In response to rumors in the financial industry that Sears may be the latest retailer hit by hackers, the company said today it has no indications that it has been breached. Although the Sears investigation is ongoing, experts say there is a good chance the identification of Sears as a victim is a false alarm caused by a common weaknesses in banks’ anti-fraud systems that becomes apparent mainly in the wake of massive breaches like the one at Target late last year.
Earlier this week, rumors began flying that Sears was breached by the same sort of attack that hit Target. In December, Target disclosed that malware installed on its store cash registers compromised credit and debit card data on 40 some million transactions. This publication reached out on Wednesday to Sears to check the validity of those rumors, and earlier today Bloomberg moved a brief story saying that the U.S. Secret Service was said to be investigating a possible data breach at Sears.
But in a short statement issued today, Sears said the company has found no information indicating a breach at the company.
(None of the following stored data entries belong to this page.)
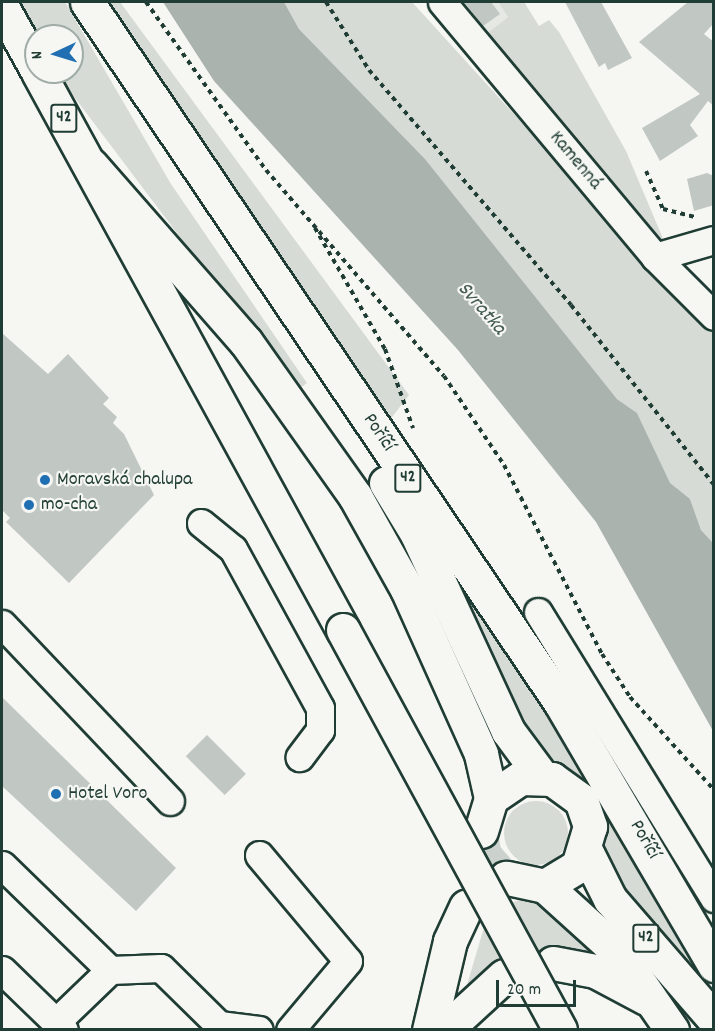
<!DOCTYPE html>
<meta charset="utf-8">
<style>
body{margin:0}
#map{position:relative;width:715px;height:1031px;overflow:hidden;background:#f6f6f2;font-family:Dekko,sans-serif}
div>[style]{position:absolute}
.built>*{inset:0;background:#e6e8e4}
.green>*{inset:0;background:#d6dbd6}
.round{border-radius:50%}
.water>*{inset:0;background:#aab3ae}
.building>*{inset:0;background:#c1c8c3;transform-origin:0 0}
.highway-tunnel>*{height:33px;margin-top:-16.5px;transform-origin:0;background:repeating-linear-gradient(90deg,#cbd1cc 0 33px,transparent 0 49px)}
.path>*{height:4px;margin-top:-2px;transform-origin:0;background:repeating-linear-gradient(90deg,#1f3d34 0 4.5px,transparent 0 9px)}
.roads{filter:drop-shadow(2px 0 #1f3d34) drop-shadow(-2px 0 #1f3d34) drop-shadow(0 2px #1f3d34) drop-shadow(0 -2px #1f3d34)}
.minor>*{height:27px;margin:-13.5px;padding:0 13.5px;transform-origin:13.5px;border-radius:13.5px;background:#f6f6f2}
.highway>*{height:33px;margin:-16.5px;padding:0 16.5px;transform-origin:16.5px;border-radius:16.5px;background:#f6f6f2}
.bridges{filter:drop-shadow(2px 0 #1f3d34) drop-shadow(-2px 0 #1f3d34) drop-shadow(0 2px #1f3d34) drop-shadow(0 -2px #1f3d34)}
.highway-bridge>*{height:33px;margin:-16.5px;padding:0 16.5px;transform-origin:16.5px;border-radius:16.5px;background:#f6f6f2}
.dots>*{width:16px;height:16px;translate:-50% -50%;box-sizing:border-box;border:3px solid #f6f6f2;border-radius:50%}
span{translate:-50% -50%;white-space:nowrap;text-align:center;line-height:1.15;-webkit-text-stroke:4.5px #f6f6f2;paint-order:stroke}
.shield-label span{padding:2px 4px;background:#f6f6f2;border:2px solid;border-radius:4px;-webkit-text-stroke-width:0}
.shield-label{font-size:18px;color:#1f3d34;font-weight:700}
.street-label{font-size:20px;color:#1f3d34}
.poi-label{font-size:20px;color:#1f3d34}
.left{translate:0 -50%;text-align:left}
.water-label{font-size:21px;color:#425a52;font-style:italic}
.frame{position:absolute;inset:0;border:3px solid #1f3d34;pointer-events:none}
.north{position:absolute;left:24px;top:24px;width:60px;height:60px;box-sizing:border-box;background:#f6f6f2;border:2px solid #a0aca6;border-radius:50%;rotate:266deg;font-size:16px;font-weight:700;line-height:24px;text-align:center;color:#1f3d34}
.north::after{content:'';display:block;margin:auto;width:21px;height:27px;background:#1f6fb2;clip-path:polygon(50% 0,100% 100%,50% 72%,0 100%)}
.scale{position:absolute;left:496px;top:980px;width:80px;height:27px;box-sizing:border-box;border:3px solid #1f3d34;border-top:0;padding-left:8px;font-size:18px;line-height:21px;white-space:nowrap;color:#1f3d34;-webkit-text-stroke:4px #f6f6f2;paint-order:stroke}
</style>
<div id="map">
<div class="built">
<div style="clip-path:polygon(462px 2px,498px 2px,508px 17px,485px 35px)"></div>
</div>
<div class="green">
<div style="clip-path:polygon(19px 2px,65px 2px,171px 184px,307px 383px,296px 391px,69px 90px,58px 72px,72px 72px,72px 36px,38px 36px)"></div>
<div style="clip-path:polygon(102px 2px,120px 2px,409px 395px,389px 421px)"></div>
<div style="clip-path:polygon(284px 2px,412px 2px,713px 333px,713px 543px,701px 530px,690px 499px,670px 484px,637px 413px,617px 399px,425px 159px,299px 29px)"></div>
<div style="clip-path:polygon(498px 2px,524px 2px,539px 26px,549px 20px,559px 32px,626px 151px,664px 241px,655px 239px,485px 35px,508px 17px)"></div>
<div style="clip-path:polygon(456px 579px,589px 778px,704px 978px,617px 885px,607px 865px,601px 818px,522px 725px)"></div>
<div class="round" style="left:504px;top:801px;width:64px;height:64px"></div>
<div style="clip-path:polygon(519px 900px,552px 908px,601px 960px,548px 953px,524px 957px,464px 995px,485px 924px,501px 907px)"></div>
</div>
<div class="water">
<div style="clip-path:polygon(163px 2px,284px 2px,299px 29px,425px 159px,617px 399px,637px 413px,670px 483px,690px 499px,701px 530px,713px 543px,713px 731px,596px 522px,458px 350px,214px 81px)"></div>
</div>
<div class="building">
<div style="clip-path:polygon(464px 2px,491px 2px,500px 14px,483px 26px)"></div>
<div style="clip-path:polygon(565px 2px,601px 2px,632px 58px,608px 70px,605px 63px,599px 67px)"></div>
<div style="clip-path:polygon(688px 2px,714px 2px,714px 23px,704px 34px,714px 42px,714px 106px,708px 101px,690px 125px,698px 136px,660px 161px,642px 128px,700px 94px,639px 42px)"></div>
<div style="clip-path:polygon(707px 173px,714px 176px,714px 205px,694px 211px,687px 179px)"></div>
<div style="clip-path:polygon(2px 333px,48px 374px,68px 354px,109px 398px,103px 404px,117px 417px,113px 423px,124px 434px,154px 495px,69px 583px,6px 522px,10px 518px,2px 510px)"></div>
<div style="clip-path:polygon(2px 697px,176px 868px,136px 911px,2px 786px)"></div>
<div style="left:207px;top:735px;width:55px;height:30px;rotate:45deg"></div>
</div>
<div class="highway-tunnel">
<div style="left:481px;top:831px;width:23px;rotate:80deg"></div>
<div style="left:485px;top:854px;width:32px;rotate:49deg"></div>
</div>
<div class="path">
<div style="left:146px;top:2px;width:206px;rotate:54.5deg"></div>
<div style="left:266px;top:170px;width:272px;rotate:49.2deg"></div>
<div style="left:444px;top:376px;width:107px;rotate:56deg"></div>
<div style="left:504px;top:465px;width:213px;rotate:62.6deg"></div>
<div style="left:602px;top:654px;width:51px;rotate:56.9deg"></div>
<div style="left:630px;top:697px;width:125px;rotate:47.9deg"></div>
<div style="left:326px;top:2px;width:80px;rotate:57.7deg"></div>
<div style="left:369px;top:70px;width:310px;rotate:49.3deg"></div>
<div style="left:571px;top:305px;width:230px;rotate:51.5deg"></div>
<div style="left:646px;top:171px;width:42px;rotate:65.9deg"></div>
<div style="left:663px;top:209px;width:34px;rotate:14deg"></div>
<div style="left:315px;top:228px;width:140px;rotate:60deg"></div>
<div style="left:385px;top:349px;width:84px;rotate:70.5deg"></div>
</div>
<div class="roads">
<div class="minor">
<div style="left:442px;top:2px;width:332px;rotate:50.1deg"></div>
<div style="left:655px;top:257px;width:83px;rotate:45deg"></div>
<div style="left:655px;top:257px;width:61px;rotate:-16.1deg"></div>
<div style="left:201px;top:523px;width:41px;rotate:39.1deg"></div>
<div style="left:233px;top:549px;width:181px;rotate:61.3deg"></div>
<div style="left:320px;top:708px;width:22px;rotate:90deg"></div>
<div style="left:320px;top:730px;width:34px;rotate:127deg"></div>
<div style="left:538px;top:612px;width:336px;rotate:58.4deg"></div>
<div style="left:2px;top:624px;width:244px;rotate:46.5deg"></div>
<div style="left:259px;top:855px;width:138px;rotate:50deg"></div>
<div style="left:348px;top:961px;width:90px;rotate:130deg"></div>
<div style="left:2px;top:865px;width:151px;rotate:44.2deg"></div>
<div style="left:110px;top:970px;width:51px;rotate:-2.2deg"></div>
<div style="left:161px;top:968px;width:81px;rotate:44.5deg"></div>
<div style="left:219px;top:1025px;width:40px;rotate:7.1deg"></div>
<div style="left:2px;top:970px;width:86px;rotate:44.1deg"></div>
<div style="left:56px;top:1022px;width:75px;rotate:-43.9deg"></div>
</div>
<div class="highway">
<div style="left:87px;top:2px;width:845px;rotate:55.95deg"></div>
<div style="left:560px;top:702px;width:305px;rotate:59.6deg"></div>
<div style="left:2px;top:7px;width:70px;rotate:60.9deg"></div>
<div style="left:38px;top:72px;width:636px;rotate:61.34deg"></div>
<div style="left:91px;top:165px;width:235px;rotate:48.8deg"></div>
<div style="left:246px;top:342px;width:189px;rotate:54.7deg"></div>
<div style="left:355px;top:496px;width:107px;rotate:60.8deg"></div>
<div style="left:407px;top:589px;width:181px;rotate:65.8deg"></div>
<div style="left:481px;top:754px;width:45px;rotate:77.2deg"></div>
<div style="left:386px;top:483px;width:60px;rotate:58.7deg"></div>
<div style="left:417px;top:534px;width:217px;rotate:65.2deg"></div>
<div style="left:508px;top:731px;width:57px;rotate:53.5deg"></div>
<div style="left:481px;top:831px;width:34px;rotate:-73deg"></div>
<div style="left:491px;top:798px;width:36px;rotate:-34deg"></div>
<div style="left:521px;top:778px;width:31px;rotate:2deg"></div>
<div style="left:552px;top:779px;width:36px;rotate:36deg"></div>
<div style="left:581px;top:800px;width:28px;rotate:71deg"></div>
<div style="left:590px;top:826px;width:42px;rotate:106.7deg"></div>
<div style="left:578px;top:866px;width:39px;rotate:149deg"></div>
<div style="left:545px;top:886px;width:40px;rotate:-168deg"></div>
<div style="left:586px;top:851px;width:54px;rotate:63.4deg"></div>
<div style="left:610px;top:899px;width:159px;rotate:49.1deg"></div>
<div style="left:545px;top:886px;width:98px;rotate:42.1deg"></div>
<div style="left:618px;top:952px;width:95px;rotate:55.3deg"></div>
<div style="left:553px;top:963px;width:43px;rotate:10.8deg"></div>
<div style="left:595px;top:971px;width:58px;rotate:27.9deg"></div>
<div style="left:429px;top:1030px;width:91px;rotate:-76.7deg"></div>
<div style="left:450px;top:941px;width:38px;rotate:-65deg"></div>
<div style="left:445px;top:1030px;width:80px;rotate:-42.5deg"></div>
</div>
</div>
<div class="bridges">
<div class="highway-bridge">
<div style="left:343px;top:630px;width:455px;rotate:61.5deg"></div>
</div>
</div>
<div class="dots">
<div style="left:45px;top:480px;background:#1f6fb2"></div>
<div style="left:29px;top:505px;background:#1f6fb2"></div>
<div style="left:56px;top:794px;background:#1f6fb2"></div>
</div>
<div class="shield-label">
<span style="left:64px;top:118px">42</span>
<span style="left:408px;top:478px">42</span>
<span style="left:646px;top:938px">42</span>
</div>
<div class="street-label">
<span style="left:575px;top:161px;rotate:50deg">Kamenná</span>
<span style="left:378px;top:433px;rotate:56deg">Poříčí</span>
<span style="left:644px;top:840px;rotate:60deg">Poříčí</span>
</div>
<div class="poi-label">
<span class="left" style="left:57px;top:480px">Moravská chalupa</span>
<span class="left" style="left:41px;top:505px">mo-cha</span>
<span class="left" style="left:68px;top:794px">Hotel Voro</span>
</div>
<div class="water-label">
<span style="left:481px;top:309px;rotate:49deg">Svratka</span>
</div>
<div class="frame"></div>
<div class="north">N</div>
<div class="scale">20 m</div>
</div>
“There have been rumors and reports throughout the retail industry of security incidents at various retailers, and we are actively reviewing our systems to determine if we have been a victim of a breach,” Sears said in a written statement. “We have found no information based on our review of our systems to date indicating a breach.”
The Secret Service declined to comment.
Media stories about undisclosed breaches in the retail sector have fueled rampant speculation about the identities of other victim companies. Earlier this week, The Wall Street Journal ran a piece quoting Verizon Enterprise Solutions’s Bryan Sartin saying that the company — which investigates data breaches — was responding to two different currently undisclosed breaches at major retailers.
Interestingly, Sartin gave an interview last week to this publication specifically to discuss a potential blind spot in the approach used by most banks to identify companies that may have had a payment card breach — a weakness that he said almost exclusively manifests itself directly after large breaches like the Target break-in.
The problem, Sartin said, stems from a basic anti-fraud process that the banks use called “common point of purchase” or CPP analysis. In a nutshell, banks routinely take groups of customer cards that have experienced fraudulent activity and try to see if some or all of them were used at the same merchant during a similar timeframe.
This CPP analysis can be a very effective tool for identifying breaches; according to Sartin, CPP — if done properly — can identify a breached entity nine times out of ten.
“When there is a common point of purchase, more than 9 times out of 10 not only do we later find evidence of a security breach, but we can conclusively tie the breach we found to the fraud pattern that’s been reported,” Sartin said.
However, in the shadow of massive card thefts like the one that occurred at Target, false positives abound, Sartin said. The problem of false positives often come from small institutions that may not have a broader perspective on how far a breach like Target can overlap with purchasing patterns at similar retailers.
And that can lead to a costly and frustrating situation for many retailers, particularly if enough banks report the errant finding to Visa, MasterCard and other card associations. At that point, the card brands typically secure guarantees that the identified merchant hire outside investigators to search for signs of a breach.
“CPP is linear enough that it just says look, there’s a problem in these shoppers’ accounts,” Sartin said. “So you have many banks looking at these patterns, and reporting that upstream, and the more noise these banks make about it, the more likely there will be an investigation that could be erroneous. That’s why there is often a period of probably 60 to 90 days after a major data breach that until such time as the investigating entity gets there and [identifies] the at-risk batch of accounts — there’s really no ability for them to identify what’s a false flag and what’s not.”